Kami memahami bahwa situasi yang berkembang belakangan ini menimbulkan berbagai reaksi emosional, baik dari para pemimpin daerah maupun masyarakat. Namun demikian, penting bagi kita semua untuk menahan diri, tidak terprovokasi, dan tidak memperkeruh suasana dengan narasi yang dapat memecah belah persatuan.
Wali Kota dan Wakil Wali Kota Batam adalah bagian dari sistem pemerintahan yang terus dan selalu bekerja untuk kepentingan masyarakat luas. Setiap pernyataan dan sikap yang muncul hendaknya dimaknai sebagai bagian dari proses dinamika pemerintahan, yang tentu akan dievaluasi dan disempurnakan melalui mekanisme yang ada.

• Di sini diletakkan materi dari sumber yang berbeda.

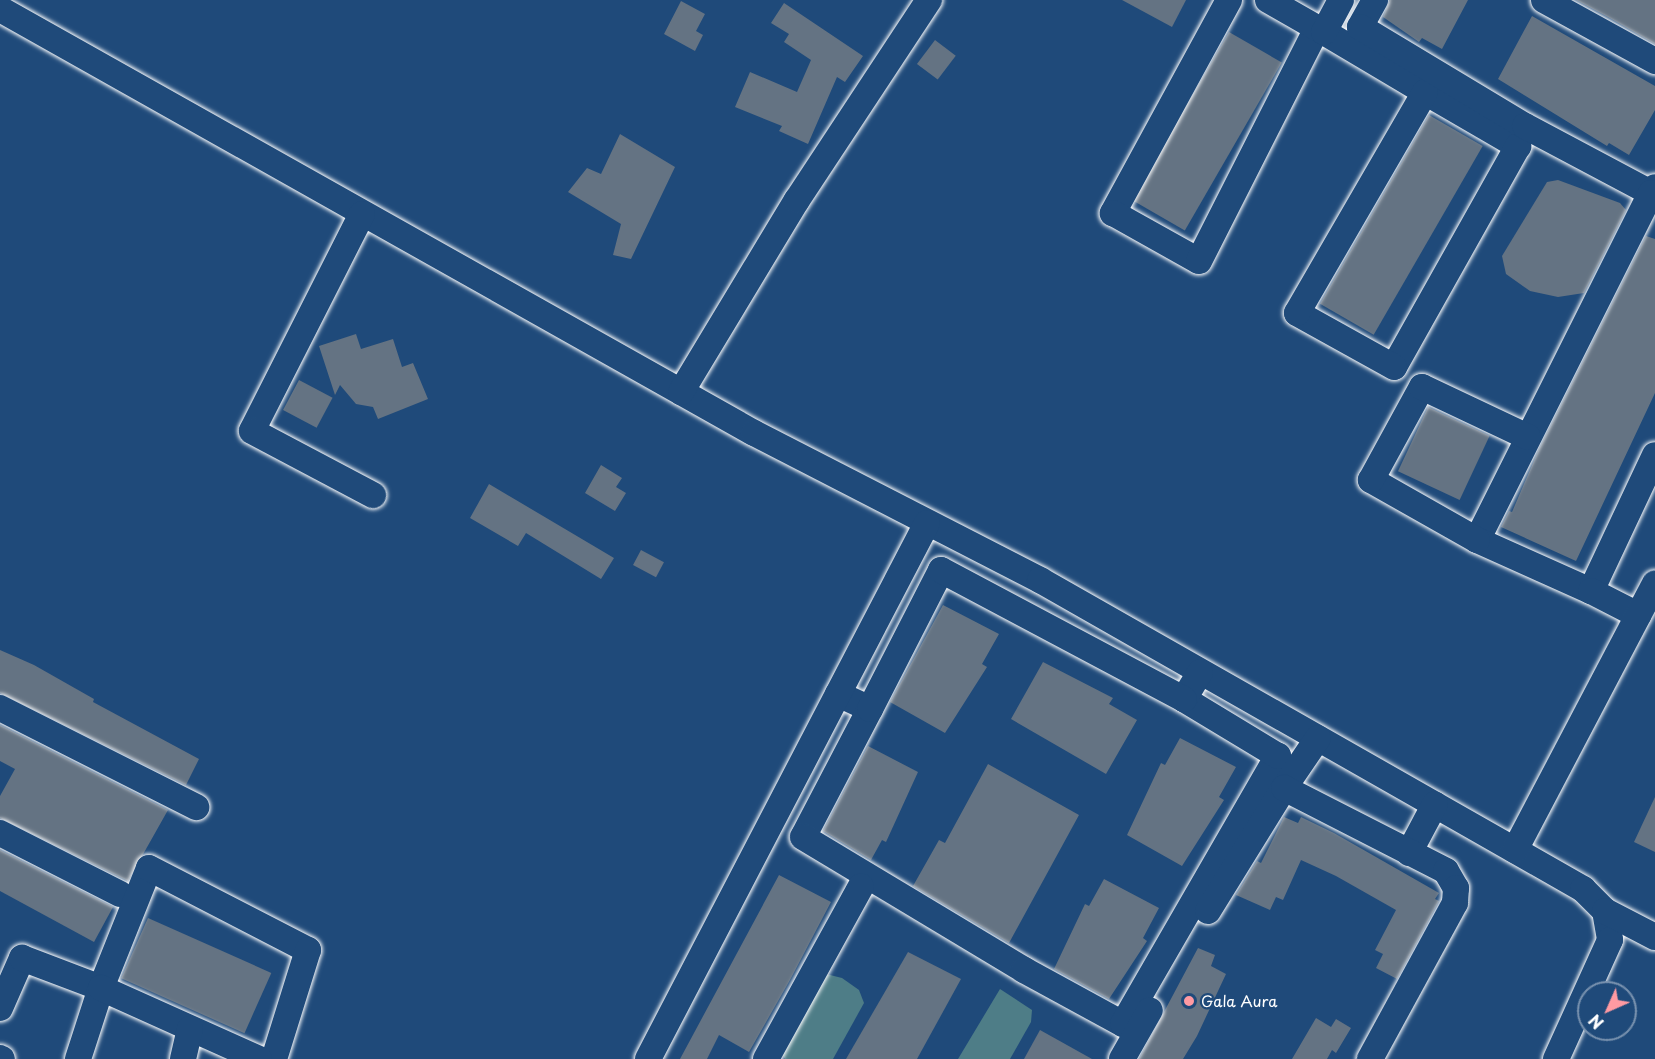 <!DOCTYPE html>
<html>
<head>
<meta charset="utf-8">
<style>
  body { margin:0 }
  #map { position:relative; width:1655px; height:1059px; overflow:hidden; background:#1f4a7a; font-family:"Playpen Sans",sans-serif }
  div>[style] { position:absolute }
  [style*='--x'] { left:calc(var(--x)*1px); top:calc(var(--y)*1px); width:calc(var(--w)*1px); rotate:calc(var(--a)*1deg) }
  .green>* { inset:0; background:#4e7d87 }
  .building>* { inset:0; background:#647383; transform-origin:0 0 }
  .roads { filter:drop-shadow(0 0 2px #fff) drop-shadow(0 0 2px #fff) }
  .minor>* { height:26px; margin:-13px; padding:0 13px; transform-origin:13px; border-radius:13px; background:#1f4a7a }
  .dots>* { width:16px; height:16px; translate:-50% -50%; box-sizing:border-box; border:3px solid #1f4a7a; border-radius:50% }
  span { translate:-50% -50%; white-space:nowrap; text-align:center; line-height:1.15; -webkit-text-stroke:4.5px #1f4a7a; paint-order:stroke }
  .poi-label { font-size:15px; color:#fff }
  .left { translate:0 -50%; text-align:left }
  .north { position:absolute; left:1577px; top:981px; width:60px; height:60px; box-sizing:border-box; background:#1f4a7a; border:2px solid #7992af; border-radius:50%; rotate:225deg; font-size:16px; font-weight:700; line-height:24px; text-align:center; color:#fff }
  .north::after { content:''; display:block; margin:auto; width:21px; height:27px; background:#ff9aa2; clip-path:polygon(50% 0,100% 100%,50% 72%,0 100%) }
</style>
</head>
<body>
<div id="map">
  <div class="green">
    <i style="clip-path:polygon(826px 974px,842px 978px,859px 990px,864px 1003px,833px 1059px,785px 1059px,779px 1048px)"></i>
    <i style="clip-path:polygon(1000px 989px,1032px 1010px,1031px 1022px,1010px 1059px,958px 1059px)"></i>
  </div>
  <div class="building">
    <i style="clip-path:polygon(1122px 0,1186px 0,1172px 27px)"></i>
    <i style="clip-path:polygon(1390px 0,1468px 0,1442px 49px,1422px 38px,1419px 42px,1383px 17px)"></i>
    <i style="clip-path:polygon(1576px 0,1655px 0,1655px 44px,1608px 17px)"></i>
    <i style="clip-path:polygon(681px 1px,705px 14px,696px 31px,703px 35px,695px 51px,664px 34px)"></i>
    <i style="clip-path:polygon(784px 3px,863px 56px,845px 82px,837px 77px,808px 144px,779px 131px,782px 126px,735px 107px,750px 72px,797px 92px,811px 60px,784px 42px,789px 34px,771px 23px)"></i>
    <i style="clip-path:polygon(1532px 16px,1655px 86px,1655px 110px,1629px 155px,1609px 143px,1607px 146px,1498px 79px)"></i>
    <i style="left:1229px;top:32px;width:61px;height:194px;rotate:30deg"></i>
    <i style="left:935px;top:40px;width:26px;height:30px;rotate:37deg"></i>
    <i style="left:1429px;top:115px;width:62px;height:218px;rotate:30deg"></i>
    <i style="clip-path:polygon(620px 134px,675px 167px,631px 259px,613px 255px,621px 224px,568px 192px,587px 168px,601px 174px)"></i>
    <i style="clip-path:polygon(1558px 180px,1620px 203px,1626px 210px,1584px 293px,1558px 297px,1530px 291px,1506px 274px,1502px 256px,1547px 182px)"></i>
    <i style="clip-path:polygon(1646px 236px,1655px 239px,1655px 393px,1576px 561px,1501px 527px,1509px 511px,1512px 512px,1539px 449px)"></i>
    <i style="clip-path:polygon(356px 334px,361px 349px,393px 339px,402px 367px,413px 363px,428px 399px,378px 419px,373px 407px,356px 404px,340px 385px,335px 395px,319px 346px)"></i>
    <i style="left:299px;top:380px;width:38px;height:34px;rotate:28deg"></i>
    <i style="left:1428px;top:407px;width:68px;height:71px;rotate:25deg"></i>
    <i style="clip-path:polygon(601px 465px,622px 478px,616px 487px,626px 493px,615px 511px,585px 493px)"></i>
    <i style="clip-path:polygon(489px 484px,614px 558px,601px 579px,526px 533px,518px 546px,470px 518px)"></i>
    <i style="left:641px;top:550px;width:26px;height:17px;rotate:28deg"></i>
    <i style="clip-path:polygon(943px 605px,999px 634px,982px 664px,987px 667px,945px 733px,890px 702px)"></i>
    <i style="clip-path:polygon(0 650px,34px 665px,94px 699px,93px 702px,199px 759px,186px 785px,0 693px)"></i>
    <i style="clip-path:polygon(1043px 662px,1113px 698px,1109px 704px,1137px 720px,1106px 774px,1011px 719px)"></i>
    <i style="clip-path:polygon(0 725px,168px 810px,128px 881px,0 818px,0 796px,15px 769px,0 761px)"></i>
    <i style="clip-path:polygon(1180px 738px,1236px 767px,1219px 797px,1224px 800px,1182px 866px,1127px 835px,1161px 763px,1165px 765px)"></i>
    <i style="clip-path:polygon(868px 746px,918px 772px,886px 842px,882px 840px,871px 860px,823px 831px)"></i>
    <i style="clip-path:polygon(988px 764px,1079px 815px,1009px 943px,913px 886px,939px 840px,945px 843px)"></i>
    <i style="clip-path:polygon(1655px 797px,1655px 852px,1634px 842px)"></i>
    <i style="clip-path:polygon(1284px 817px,1298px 823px,1301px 817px,1334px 833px,1439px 893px,1435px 899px,1439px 901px,1397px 979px,1376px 968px,1383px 954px,1375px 950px,1396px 910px,1336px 876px,1301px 860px,1283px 900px,1276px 897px,1270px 910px,1236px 895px,1257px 861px,1261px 863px)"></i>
    <i style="clip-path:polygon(0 850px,113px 907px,94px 942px,0 891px)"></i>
    <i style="clip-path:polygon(779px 875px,831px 902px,790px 980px,749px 1052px,719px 1035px,707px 1059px,680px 1059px)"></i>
    <i style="clip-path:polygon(1104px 879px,1159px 908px,1143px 938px,1147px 941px,1109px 999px,1054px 969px,1085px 904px,1089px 906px)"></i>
    <i style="left:148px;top:918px;width:135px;height:66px;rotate:24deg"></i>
    <i style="clip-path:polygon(1198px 948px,1215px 955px,1211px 966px,1226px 974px,1197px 1036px,1183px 1059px,1139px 1059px)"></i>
    <i style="clip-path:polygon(908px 952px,961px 979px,917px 1059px,846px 1059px)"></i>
    <i style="clip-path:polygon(1316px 1018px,1331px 1027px,1336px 1019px,1351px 1028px,1336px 1053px,1332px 1050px,1327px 1059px,1292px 1059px)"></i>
    <i style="clip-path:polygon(1040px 1030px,1092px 1059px,1024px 1059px)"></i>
  </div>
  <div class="roads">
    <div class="minor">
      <i style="--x:1229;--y:0;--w:243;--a:118.6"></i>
      <i style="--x:1113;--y:213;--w:98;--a:29.2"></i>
      <i style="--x:1199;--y:261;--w:261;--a:-63.1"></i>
      <i style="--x:1268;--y:0;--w:64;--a:29.7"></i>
      <i style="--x:1324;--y:32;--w:117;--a:30.7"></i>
      <i style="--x:1425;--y:92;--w:108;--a:30.1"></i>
      <i style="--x:1518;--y:146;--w:253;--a:119.3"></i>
      <i style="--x:1394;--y:367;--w:111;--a:-150.9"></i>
      <i style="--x:1297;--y:313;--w:255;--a:-59.9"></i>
      <i style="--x:1375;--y:0;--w:31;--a:119"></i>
      <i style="--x:1360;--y:27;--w:192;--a:31"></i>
      <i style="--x:1525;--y:126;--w:143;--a:28"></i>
      <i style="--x:1651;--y:193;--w:7;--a:-56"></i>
      <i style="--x:1544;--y:0;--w:127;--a:28.8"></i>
      <i style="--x:0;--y:9;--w:865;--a:29.35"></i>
      <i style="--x:754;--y:433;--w:322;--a:27.2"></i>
      <i style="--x:1040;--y:580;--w:625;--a:29.64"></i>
      <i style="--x:1583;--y:889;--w:31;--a:45"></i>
      <i style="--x:1605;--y:911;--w:29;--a:80"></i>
      <i style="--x:1610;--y:940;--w:131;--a:114.4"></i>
      <i style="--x:1324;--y:32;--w:36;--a:-62"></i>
      <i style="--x:1655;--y:195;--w:4;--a:-153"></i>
      <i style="--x:1651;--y:193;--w:388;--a:116.6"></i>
      <i style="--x:1477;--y:540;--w:125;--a:24.1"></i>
      <i style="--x:1591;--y:591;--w:150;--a:-64.8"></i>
      <i style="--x:362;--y:214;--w:243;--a:116.9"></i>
      <i style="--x:252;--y:431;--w:137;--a:27.9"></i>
      <i style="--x:681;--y:392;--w:224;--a:-58.9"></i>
      <i style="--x:797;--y:200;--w:240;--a:-56.6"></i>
      <i style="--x:1477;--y:540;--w:122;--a:-150.5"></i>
      <i style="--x:1371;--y:480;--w:106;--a:-61.3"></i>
      <i style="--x:1422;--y:387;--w:117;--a:25.3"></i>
      <i style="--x:1591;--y:591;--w:53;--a:27.1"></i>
      <i style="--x:838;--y:694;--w:35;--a:25"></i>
      <i style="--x:870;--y:709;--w:144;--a:117.6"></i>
      <i style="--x:803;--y:837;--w:258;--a:31"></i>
      <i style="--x:1024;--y:970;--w:113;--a:28.6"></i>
      <i style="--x:1123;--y:1024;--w:310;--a:-60"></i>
      <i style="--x:1278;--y:756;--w:110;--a:-148.8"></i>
      <i style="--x:1184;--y:699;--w:31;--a:-59"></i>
      <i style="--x:0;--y:708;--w:220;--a:26.8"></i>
      <i style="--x:870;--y:709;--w:156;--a:-62.9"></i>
      <i style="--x:941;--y:570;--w:275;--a:28"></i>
      <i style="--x:1284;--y:788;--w:60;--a:-55.8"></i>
      <i style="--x:0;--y:833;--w:135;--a:26.9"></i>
      <i style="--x:1515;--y:850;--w:301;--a:-62.3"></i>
      <i style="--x:1409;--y:853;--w:55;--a:-62"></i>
      <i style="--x:1208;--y:911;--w:145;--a:-58.3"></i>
      <i style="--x:1284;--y:788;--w:182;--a:27.1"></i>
      <i style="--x:1446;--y:871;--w:20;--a:60"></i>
      <i style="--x:1456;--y:888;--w:15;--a:94"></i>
      <i style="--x:1455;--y:903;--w:178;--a:118.6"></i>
      <i style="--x:1605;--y:911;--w:56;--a:27.5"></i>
      <i style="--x:0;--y:1008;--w:55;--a:-66.3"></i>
      <i style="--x:22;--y:958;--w:85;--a:20.8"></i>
      <i style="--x:101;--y:988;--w:129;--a:-68.2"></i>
      <i style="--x:149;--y:868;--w:179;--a:27.3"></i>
      <i style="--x:308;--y:950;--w:114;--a:107.3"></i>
      <i style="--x:0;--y:1058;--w:2;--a:27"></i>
      <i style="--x:78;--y:1059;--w:75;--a:-72.1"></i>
      <i style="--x:101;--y:988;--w:173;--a:24.2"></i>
      <i style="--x:183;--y:1059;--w:31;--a:-77"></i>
      <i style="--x:648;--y:1059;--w:604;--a:-62.5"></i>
      <i style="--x:766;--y:1059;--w:197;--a:-61.2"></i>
      <i style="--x:1122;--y:1059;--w:56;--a:-60.3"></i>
    </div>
  </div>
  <div class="dots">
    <i style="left:1189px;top:1001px;background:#ff9aa2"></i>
  </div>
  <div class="poi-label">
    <span class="left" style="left:1201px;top:1001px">Gala Aura</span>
  </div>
  <div class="north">N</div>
</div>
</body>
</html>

Kami mengajak seluruh elemen masyarakat—tokoh agama, tokoh adat, tokoh pemuda, insan pers, dan seluruh warga Batam—untuk bersama-sama menjaga situasi kamtibmas tetap kondusif. Mari kita kedepankan dialog, musyawarah, dan komunikasi yang sehat, bukan emosi, ujaran kebencian, ataupun adu domba.

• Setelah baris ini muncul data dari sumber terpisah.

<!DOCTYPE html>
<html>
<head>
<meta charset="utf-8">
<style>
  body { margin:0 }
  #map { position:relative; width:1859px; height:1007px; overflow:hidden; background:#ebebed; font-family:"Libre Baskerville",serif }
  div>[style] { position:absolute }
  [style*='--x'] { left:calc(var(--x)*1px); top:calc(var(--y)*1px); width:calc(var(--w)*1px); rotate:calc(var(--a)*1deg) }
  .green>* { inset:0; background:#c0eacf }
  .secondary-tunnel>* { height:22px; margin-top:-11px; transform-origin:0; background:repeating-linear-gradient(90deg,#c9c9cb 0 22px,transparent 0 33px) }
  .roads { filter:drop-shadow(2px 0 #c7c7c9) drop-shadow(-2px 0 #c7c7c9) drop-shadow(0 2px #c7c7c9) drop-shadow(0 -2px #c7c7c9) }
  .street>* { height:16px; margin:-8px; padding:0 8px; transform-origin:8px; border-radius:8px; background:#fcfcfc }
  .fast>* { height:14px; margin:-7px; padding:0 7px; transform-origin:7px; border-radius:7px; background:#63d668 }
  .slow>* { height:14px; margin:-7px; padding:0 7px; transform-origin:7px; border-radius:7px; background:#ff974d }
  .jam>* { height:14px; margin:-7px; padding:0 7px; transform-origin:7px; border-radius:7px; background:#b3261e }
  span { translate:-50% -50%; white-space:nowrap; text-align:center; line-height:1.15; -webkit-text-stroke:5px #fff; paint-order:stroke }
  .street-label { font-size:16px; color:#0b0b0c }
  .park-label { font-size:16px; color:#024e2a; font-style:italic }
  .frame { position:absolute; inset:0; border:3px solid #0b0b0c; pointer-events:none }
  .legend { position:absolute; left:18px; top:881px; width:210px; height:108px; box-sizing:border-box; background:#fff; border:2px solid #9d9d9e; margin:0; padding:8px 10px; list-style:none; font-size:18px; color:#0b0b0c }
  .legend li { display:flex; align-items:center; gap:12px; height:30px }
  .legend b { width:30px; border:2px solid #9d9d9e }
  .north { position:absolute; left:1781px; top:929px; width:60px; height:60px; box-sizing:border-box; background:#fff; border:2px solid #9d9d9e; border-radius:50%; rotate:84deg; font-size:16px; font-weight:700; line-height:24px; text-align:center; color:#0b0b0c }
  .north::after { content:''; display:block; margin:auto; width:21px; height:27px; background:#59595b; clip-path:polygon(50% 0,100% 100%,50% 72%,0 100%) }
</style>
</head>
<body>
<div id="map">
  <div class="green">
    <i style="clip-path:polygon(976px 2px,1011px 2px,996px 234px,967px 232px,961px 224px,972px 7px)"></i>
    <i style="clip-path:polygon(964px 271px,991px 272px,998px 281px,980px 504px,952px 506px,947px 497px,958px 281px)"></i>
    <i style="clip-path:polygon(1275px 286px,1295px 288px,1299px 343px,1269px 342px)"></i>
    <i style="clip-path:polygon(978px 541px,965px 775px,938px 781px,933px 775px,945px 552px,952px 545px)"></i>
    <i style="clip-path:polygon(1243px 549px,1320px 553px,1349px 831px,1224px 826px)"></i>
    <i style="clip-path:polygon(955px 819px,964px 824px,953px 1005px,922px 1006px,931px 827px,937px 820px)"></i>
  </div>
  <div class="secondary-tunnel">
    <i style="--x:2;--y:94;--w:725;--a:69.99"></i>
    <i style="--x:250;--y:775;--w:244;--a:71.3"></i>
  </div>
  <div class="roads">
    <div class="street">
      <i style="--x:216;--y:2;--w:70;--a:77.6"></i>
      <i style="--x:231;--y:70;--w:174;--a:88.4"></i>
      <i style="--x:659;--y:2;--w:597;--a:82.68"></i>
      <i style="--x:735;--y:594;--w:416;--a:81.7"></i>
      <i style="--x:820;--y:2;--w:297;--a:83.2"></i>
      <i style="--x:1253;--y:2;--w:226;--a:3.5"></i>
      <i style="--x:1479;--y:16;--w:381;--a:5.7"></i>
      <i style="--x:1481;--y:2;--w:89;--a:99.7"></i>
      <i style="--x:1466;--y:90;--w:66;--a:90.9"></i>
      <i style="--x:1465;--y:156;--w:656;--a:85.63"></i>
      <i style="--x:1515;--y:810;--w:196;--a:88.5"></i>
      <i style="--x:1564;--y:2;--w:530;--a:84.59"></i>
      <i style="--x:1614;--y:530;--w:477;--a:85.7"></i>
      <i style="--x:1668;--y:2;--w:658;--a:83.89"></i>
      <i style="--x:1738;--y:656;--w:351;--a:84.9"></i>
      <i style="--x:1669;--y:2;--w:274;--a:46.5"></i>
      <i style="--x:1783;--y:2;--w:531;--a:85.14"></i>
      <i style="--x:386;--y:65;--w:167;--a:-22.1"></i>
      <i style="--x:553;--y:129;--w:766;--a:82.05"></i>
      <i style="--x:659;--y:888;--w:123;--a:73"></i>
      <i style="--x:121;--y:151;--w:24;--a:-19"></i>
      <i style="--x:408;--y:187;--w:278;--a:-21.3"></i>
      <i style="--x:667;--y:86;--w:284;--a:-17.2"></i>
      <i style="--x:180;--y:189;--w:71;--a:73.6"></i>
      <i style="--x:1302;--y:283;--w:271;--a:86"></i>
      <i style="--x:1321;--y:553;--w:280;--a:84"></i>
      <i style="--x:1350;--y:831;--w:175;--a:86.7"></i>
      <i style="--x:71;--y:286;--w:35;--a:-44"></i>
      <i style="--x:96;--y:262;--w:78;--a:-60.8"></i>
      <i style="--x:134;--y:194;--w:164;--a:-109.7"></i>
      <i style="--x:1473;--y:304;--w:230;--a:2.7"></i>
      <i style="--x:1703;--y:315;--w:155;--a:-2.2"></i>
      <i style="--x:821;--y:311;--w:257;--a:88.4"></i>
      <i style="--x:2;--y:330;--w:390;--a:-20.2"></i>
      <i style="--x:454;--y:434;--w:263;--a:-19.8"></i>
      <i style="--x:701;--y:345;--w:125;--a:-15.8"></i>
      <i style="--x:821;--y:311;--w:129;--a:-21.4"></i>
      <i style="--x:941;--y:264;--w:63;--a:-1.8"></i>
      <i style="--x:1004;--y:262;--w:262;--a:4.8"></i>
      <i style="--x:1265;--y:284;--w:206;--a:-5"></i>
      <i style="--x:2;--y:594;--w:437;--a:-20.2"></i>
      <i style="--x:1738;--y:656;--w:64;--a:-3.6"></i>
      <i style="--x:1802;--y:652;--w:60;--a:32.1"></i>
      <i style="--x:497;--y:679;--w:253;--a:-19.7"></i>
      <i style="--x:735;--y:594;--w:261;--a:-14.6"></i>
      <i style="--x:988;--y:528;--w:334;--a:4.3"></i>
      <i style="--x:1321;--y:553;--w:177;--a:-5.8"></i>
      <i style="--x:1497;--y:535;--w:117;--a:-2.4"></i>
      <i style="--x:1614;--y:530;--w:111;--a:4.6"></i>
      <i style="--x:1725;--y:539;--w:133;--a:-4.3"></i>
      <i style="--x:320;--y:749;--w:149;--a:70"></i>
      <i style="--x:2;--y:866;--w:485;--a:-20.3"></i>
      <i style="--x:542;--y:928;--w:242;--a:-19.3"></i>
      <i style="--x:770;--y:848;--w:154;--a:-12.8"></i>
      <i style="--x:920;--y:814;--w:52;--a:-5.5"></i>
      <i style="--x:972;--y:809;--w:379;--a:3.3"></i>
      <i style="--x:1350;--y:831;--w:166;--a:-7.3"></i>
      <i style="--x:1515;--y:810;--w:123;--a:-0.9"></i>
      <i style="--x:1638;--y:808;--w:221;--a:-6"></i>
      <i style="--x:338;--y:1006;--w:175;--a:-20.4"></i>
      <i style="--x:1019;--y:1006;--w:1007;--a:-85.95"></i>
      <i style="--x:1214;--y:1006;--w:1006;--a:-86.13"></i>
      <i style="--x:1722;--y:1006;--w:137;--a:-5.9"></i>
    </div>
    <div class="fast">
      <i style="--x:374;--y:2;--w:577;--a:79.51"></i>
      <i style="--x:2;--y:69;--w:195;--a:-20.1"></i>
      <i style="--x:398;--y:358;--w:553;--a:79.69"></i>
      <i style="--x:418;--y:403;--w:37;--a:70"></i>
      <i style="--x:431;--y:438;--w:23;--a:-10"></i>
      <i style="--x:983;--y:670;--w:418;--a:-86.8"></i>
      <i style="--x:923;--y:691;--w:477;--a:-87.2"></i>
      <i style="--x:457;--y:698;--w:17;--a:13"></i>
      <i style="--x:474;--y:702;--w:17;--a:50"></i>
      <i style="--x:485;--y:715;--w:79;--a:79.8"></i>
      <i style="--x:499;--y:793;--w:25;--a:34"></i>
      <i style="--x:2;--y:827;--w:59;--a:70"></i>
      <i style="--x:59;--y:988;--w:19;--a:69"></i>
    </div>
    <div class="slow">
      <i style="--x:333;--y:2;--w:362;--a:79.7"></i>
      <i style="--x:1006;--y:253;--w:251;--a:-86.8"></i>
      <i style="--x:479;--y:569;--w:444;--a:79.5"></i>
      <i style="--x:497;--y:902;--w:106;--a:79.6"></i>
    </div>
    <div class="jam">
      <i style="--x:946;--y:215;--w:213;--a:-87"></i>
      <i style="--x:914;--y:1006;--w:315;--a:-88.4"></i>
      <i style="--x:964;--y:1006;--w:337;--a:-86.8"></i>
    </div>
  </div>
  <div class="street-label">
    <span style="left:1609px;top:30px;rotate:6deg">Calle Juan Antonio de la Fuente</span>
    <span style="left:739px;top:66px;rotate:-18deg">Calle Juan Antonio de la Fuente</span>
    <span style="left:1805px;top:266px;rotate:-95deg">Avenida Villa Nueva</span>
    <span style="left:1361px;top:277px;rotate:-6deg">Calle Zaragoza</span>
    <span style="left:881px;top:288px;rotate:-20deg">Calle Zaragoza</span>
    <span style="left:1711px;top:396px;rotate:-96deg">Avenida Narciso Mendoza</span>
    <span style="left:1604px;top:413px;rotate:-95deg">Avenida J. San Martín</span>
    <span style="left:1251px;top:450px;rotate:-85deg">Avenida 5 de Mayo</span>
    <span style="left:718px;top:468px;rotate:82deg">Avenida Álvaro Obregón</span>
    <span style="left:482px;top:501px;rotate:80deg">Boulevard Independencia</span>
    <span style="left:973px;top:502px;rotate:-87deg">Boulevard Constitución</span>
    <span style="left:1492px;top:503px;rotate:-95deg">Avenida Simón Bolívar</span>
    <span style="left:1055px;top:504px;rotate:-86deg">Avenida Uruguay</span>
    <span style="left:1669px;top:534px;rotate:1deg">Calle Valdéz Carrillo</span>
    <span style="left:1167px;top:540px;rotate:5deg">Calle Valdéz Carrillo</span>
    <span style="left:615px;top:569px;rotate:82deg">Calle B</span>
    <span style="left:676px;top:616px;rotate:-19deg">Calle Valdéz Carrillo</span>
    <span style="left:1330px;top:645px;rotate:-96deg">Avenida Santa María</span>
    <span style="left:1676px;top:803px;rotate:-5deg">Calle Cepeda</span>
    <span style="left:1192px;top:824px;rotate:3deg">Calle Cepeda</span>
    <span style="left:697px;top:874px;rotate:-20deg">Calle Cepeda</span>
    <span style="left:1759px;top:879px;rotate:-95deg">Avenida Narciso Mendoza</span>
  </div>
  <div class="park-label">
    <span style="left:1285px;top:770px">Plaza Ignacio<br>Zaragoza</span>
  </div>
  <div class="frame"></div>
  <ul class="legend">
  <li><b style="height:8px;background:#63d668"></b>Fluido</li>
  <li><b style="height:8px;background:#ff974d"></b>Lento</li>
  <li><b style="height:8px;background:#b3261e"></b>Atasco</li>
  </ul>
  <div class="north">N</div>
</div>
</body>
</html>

Batam dibangun atas semangat kebersamaan. Jangan biarkan perbedaan sikap dan pandangan merusak persaudaraan yang telah lama terjalin. Kedamaian dan stabilitas adalah modal utama agar pembangunan dan pelayanan publik dapat berjalan dengan baik.
STOP PENYEBARAN ISU SARA
“Perbedaan adalah kekuatan, bukan alasan untuk saling menyalahkan. Kami mengajak masyarakat BATAM agar tidak menyebarkan informasi bernuansa SARA yang dapat memicu perpecahan. Mari bersama menciptakan Batam yang rukun dan harmonis”.
Pasal 28 ayat (2) jo. Pasal 45A ayat (2) UU 1/2024
Setiap orang dengan sengaja dan tanpa hak menyebarkan informasi yang ditujukan untuk menimbulkan rasa kebencian atau permusuhan individu dan/atau kelompok masyarakat tertentu berdasarkan Suku, Agama, Ras, dan Antargolongan (SARA), Dapat Dijatuhi Pidana Penjara Selama 6 Tahun.
Irjen. Pol. Asep Safrudin, S.I.K., M.H.